Attack surface management (ASM) refers to processes and technologies that take a hacker‘s view and approach to an organization’s attack surface—discovering and continuously monitoring the assets and vulnerabilities that hackers see and attempt to exploit when targeting the organization. ASM typically involves:
Continuous discovery, inventory, and monitoring of potentially vulnerable assets. Any ASM initiative begins with a complete and continuously updated inventory of an organization‘s internet-facing IT assets, including on-premises and cloud assets. Taking a hacker’s approach ensures discovery not only of known assets, but also shadow IT applications or devices. These applications or devices might have been abandoned but not deleted or deactivated (orphaned IT). Or assets that are planted by hackers or malware (rogue IT), and more—essentially any asset that can be exploited by a hacker or cyberthreat.
Once discovered, assets are monitored continuously, in real time, for changes that raise their risk as a potential attack vector.
Attack surface analysis, risk assessment and prioritization. ASM technologies score assets according to their vulnerabilities and security risks that they pose, and prioritize them for threat response or remediation.
Attack surface reduction and remediation. Security teams can apply their findings from attack surface analysis and red teaming to take various short-term actions to reduce the attack surface. These might include enforcing stronger passwords, deactivating applications and endpoint devices no longer in use, applying application and OS patches, training users to recognize phishing scams, instituting biometric access controls for office entry, or revising security controls and policies around software downloads and removable media.
Organizations might also take more structural or longer-term security measures to reduce their attack surface, either as part of or independent of an attack surface management initiative. For example, implementing two-factor authentication (2FA) or multifactor authentication can reduce or eliminate potential vulnerabilities that are associated with weak passwords or poor password hygiene.

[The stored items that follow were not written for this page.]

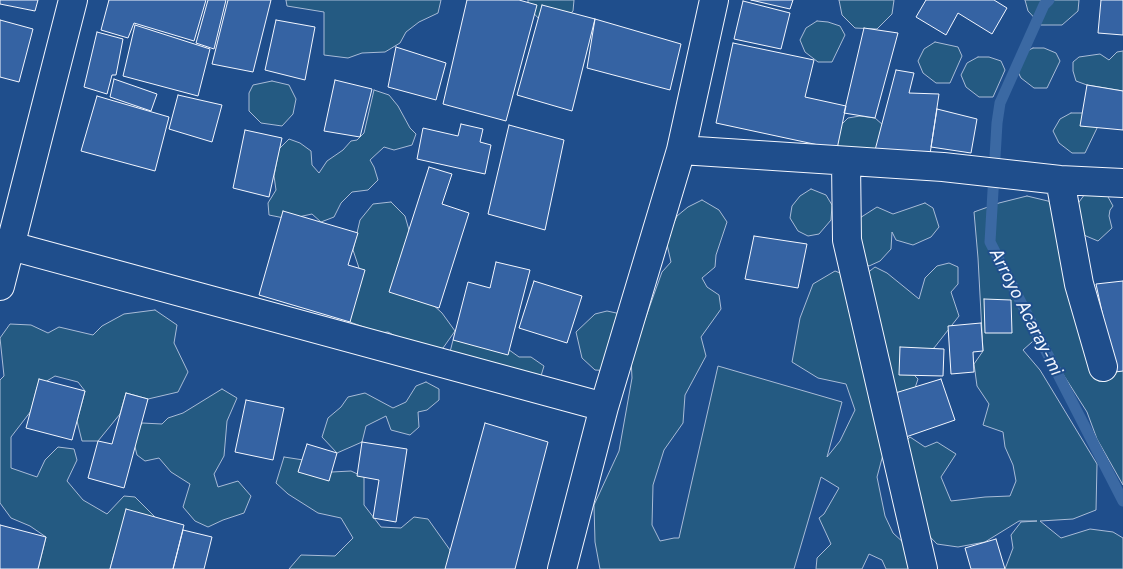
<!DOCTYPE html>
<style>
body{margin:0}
canvas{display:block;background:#1f4e8c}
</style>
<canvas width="1123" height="569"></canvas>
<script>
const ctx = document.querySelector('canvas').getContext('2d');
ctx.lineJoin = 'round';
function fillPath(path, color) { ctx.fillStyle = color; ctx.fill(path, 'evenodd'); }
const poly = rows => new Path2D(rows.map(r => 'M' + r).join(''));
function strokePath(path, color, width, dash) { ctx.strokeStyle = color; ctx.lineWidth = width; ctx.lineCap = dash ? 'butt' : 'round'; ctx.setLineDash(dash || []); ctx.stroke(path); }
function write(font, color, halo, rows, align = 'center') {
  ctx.font = font + ' "Public Sans",sans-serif'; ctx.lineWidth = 4; ctx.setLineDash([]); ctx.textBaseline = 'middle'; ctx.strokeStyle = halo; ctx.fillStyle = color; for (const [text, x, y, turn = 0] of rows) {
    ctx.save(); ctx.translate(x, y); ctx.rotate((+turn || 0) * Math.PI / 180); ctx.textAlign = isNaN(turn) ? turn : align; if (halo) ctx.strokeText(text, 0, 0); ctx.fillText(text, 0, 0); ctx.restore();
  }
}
const green = poly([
 [286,0,441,0,438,13,419,22,406,32,400,43,385,52,362,53,348,58,324,55,324,12,287,6,286,0],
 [528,0,574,0,573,11,561,22,540,20,528,7,528,0],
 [839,0,894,0,892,14,877,29,855,28,842,15,839,0],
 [1025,0,1079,0,1078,11,1062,25,1041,25,1028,11,1025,0],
 [817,21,828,22,840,26,845,35,832,62,818,62,805,52,800,40,806,28,817,21],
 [935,42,958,47,962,56,950,83,936,83,923,73,918,61,924,49,935,42],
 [1033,48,1044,48,1056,53,1060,61,1047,88,1034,88,1021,78,1015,66,1021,54,1033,48],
 [1123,51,1123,91,1087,85,1076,81,1073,71,1073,62,1079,57,1100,54,1109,60,1117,52,1123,51],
 [978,57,989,57,1001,61,1005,70,993,97,979,97,966,87,961,75,967,63,978,57],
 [272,81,289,85,296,99,293,114,282,126,261,123,249,111,249,93,253,85,272,81],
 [374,90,389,95,398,106,410,128,416,134,412,145,394,150,384,147,370,160,374,167,378,180,368,190,352,192,341,203,334,217,321,222,312,214,289,219,269,215,268,203,276,190,274,176,279,149,289,139,300,143,311,151,312,165,319,173,327,161,343,150,351,141,357,140,364,133,374,90],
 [1071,113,1082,113,1094,117,1098,126,1085,153,1072,153,1059,143,1053,131,1060,119,1071,113],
 [860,116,875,118,883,125,885,161,848,175,829,137,848,118,860,116],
 [811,189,826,195,832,205,831,220,819,234,808,236,798,231,790,218,792,206,800,196,811,189],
 [1085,194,1107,195,1113,206,1110,210,1109,216,1112,228,1098,241,1086,236,1074,225,1074,213,1079,202,1085,194],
 [1027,196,1052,202,1102,330,1123,338,1123,485,1097,439,1087,412,1061,371,1041,334,1023,350,1040,370,1097,464,1096,510,1073,519,1040,521,1061,538,1090,529,1113,532,1123,538,1123,569,1005,569,1013,548,1011,535,1021,522,1037,521,1019,521,985,542,958,547,937,544,901,507,896,452,910,437,925,447,937,442,956,454,941,477,951,501,985,497,1010,496,1016,481,1013,465,1005,447,1003,432,983,425,989,404,977,386,974,364,983,351,978,258,974,212,999,203,1027,196],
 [702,200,719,210,727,222,716,255,715,267,702,278,707,287,719,295,721,309,701,337,706,356,685,395,683,423,664,450,653,485,652,525,660,541,674,538,679,538,718,366,842,402,827,457,840,441,855,410,846,384,818,378,792,362,800,318,813,284,835,271,858,280,875,267,887,273,919,299,925,278,937,266,949,263,958,267,958,284,951,292,959,316,934,348,924,352,905,366,918,379,911,400,884,451,877,477,885,516,893,533,905,544,912,569,886,569,882,560,869,554,862,569,816,569,817,558,831,544,819,518,824,514,839,488,821,477,794,569,600,569,595,542,594,505,619,451,632,378,631,358,616,371,595,370,582,358,576,332,595,314,607,311,621,314,633,353,662,272,671,262,666,240,677,216,688,207,702,200],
 [391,202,405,216,409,230,407,238,408,282,442,313,455,331,443,348,428,354,388,332,380,333,350,322,359,268,353,250,360,220,373,204,391,202],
 [925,203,933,208,939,227,931,237,913,245,896,240,892,232,891,249,880,261,869,266,855,257,852,223,877,207,893,214,925,203],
 [155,310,177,325,174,343,188,372,178,392,148,399,126,393,120,414,98,441,82,441,77,421,85,391,78,382,55,376,37,387,31,411,11,437,11,468,37,477,45,460,58,447,74,449,77,460,67,481,83,500,107,514,124,496,135,497,155,517,127,535,114,554,110,569,38,569,46,537,30,526,11,518,0,503,0,380,4,376,0,338,10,324,31,325,48,333,59,327,93,335,102,326,124,314,155,310],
 [458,335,505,347,519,357,531,357,544,366,540,379,450,352,453,340,458,335],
 [426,382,439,389,439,400,427,410,418,412,419,427,410,435,391,430,386,416,366,426,362,442,337,453,322,437,328,418,341,407,348,397,365,393,393,408,406,402,416,386,426,382],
 [222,389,237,398,227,421,224,456,214,474,218,487,238,481,251,496,244,513,223,520,208,527,195,521,183,507,190,484,171,472,159,458,145,461,137,455,133,439,142,423,162,424,168,418,183,413,222,389],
 [284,457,310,461,332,472,351,471,364,477,364,505,381,527,401,528,414,517,428,519,450,550,450,569,289,569,301,555,335,556,353,538,341,518,318,513,288,494,276,483,284,457]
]);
fillPath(green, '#245a82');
strokePath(green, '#a8bbd7', 1);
strokePath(poly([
 [1049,0,1044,5,1000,103,997,123,990,242,1123,501]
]), '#3b69a3', 11);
const building = poly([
 [0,0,38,0,35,11,0,4,0,0],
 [109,0,206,0,194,41,134,23,128,38,101,30,109,0],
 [208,0,226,0,214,49,196,43,208,0],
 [228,0,271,0,253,72,212,64,228,0],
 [467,0,519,0,537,5,506,121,443,104,467,0],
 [751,0,793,0,790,9,751,0],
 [926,0,994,0,1007,8,992,34,958,13,946,35,916,17,926,0],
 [1101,0,1123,0,1123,35,1098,33,1101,0],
 [743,1,790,13,781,49,734,39,743,1],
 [542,5,595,19,572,111,517,95,542,5],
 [595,19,681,44,670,90,587,68,595,19],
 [0,20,33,29,19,82,0,77,0,20],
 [276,20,315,27,305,80,265,70,276,20],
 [135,25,210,49,198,96,123,76,135,25],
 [864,28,898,33,875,118,844,113,864,28],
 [97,32,123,39,116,75,112,75,107,94,84,87,97,32],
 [733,43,814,60,805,97,846,106,837,149,716,123,733,43],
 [396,47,446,63,436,100,388,87,396,47],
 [896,70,914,73,909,93,939,94,929,161,874,154,896,70],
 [114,79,157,94,151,111,110,97,114,79],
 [335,80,372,89,360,137,324,131,335,80],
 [1087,85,1123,91,1123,130,1080,126,1087,85],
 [178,95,222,105,212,142,169,129,178,95],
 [97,96,169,117,155,171,81,151,97,96],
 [937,109,977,119,971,153,931,147,937,109],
 [461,124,483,129,480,142,491,145,485,174,417,159,423,128,458,136,461,124],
 [509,125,564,140,545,230,488,214,509,125],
 [245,130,282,138,269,197,233,188,245,130],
 [429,167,452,174,442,204,469,213,439,308,389,292,429,167],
 [283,211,358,233,348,265,365,270,350,322,259,295,283,211],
 [754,236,807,244,798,288,745,279,754,236],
 [496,262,530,270,508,355,453,340,468,282,490,288,496,262],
 [534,281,582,296,567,343,519,328,534,281],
 [1123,281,1123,371,1115,372,1096,284,1123,281],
 [984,299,1011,300,1012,333,985,333,984,299],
 [981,323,983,351,973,352,974,372,951,374,948,326,981,323],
 [900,347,944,349,943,376,899,375,900,347],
 [39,379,85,391,72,440,26,428,39,379],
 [941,379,955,420,903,438,892,394,941,379],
 [126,393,148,399,124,488,88,478,98,441,112,444,126,393],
 [246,400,284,408,273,460,235,452,246,400],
 [485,423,548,442,515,569,445,569,485,423],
 [362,442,407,449,396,522,373,518,379,480,357,476,362,442],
 [307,444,337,453,329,481,298,472,307,444],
 [126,509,184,525,173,569,110,569,126,509],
 [0,525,46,537,38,569,0,569,0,525],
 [183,530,212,537,204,569,173,569,183,530],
 [996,539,1005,569,971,569,965,548,996,539]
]);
fillPath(building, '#3563a3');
strokePath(building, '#f2f6ff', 1);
const minor = poly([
 [681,150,943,167,1060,180,1123,183],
 [846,162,847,240,923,569],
 [1060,180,1079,284,1103,367],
 [0,243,604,407],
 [0,286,73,0],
 [562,569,604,407,681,150,714,0]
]);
strokePath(minor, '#f2f6ff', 30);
strokePath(minor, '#1f4e8c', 28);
write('italic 18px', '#f2f6ff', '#1f4e8c', [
 ["Arroyo Acaray-mi",1026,312,63]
]);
</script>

On a broader scale, a zero trust security approach can significantly reduce an organization’s attack surface. A zero trust approach requires that all users, whether outside or already inside the network, be authenticated, authorized, and continuously validated to gain and maintain access to applications and data. Zero trusts principles and technologies—continuous validation, least-privileged access, continuous monitoring, network microsegmentation—can reduce or eliminate many attack vectors and provide valuable data for ongoing attack surface analysis.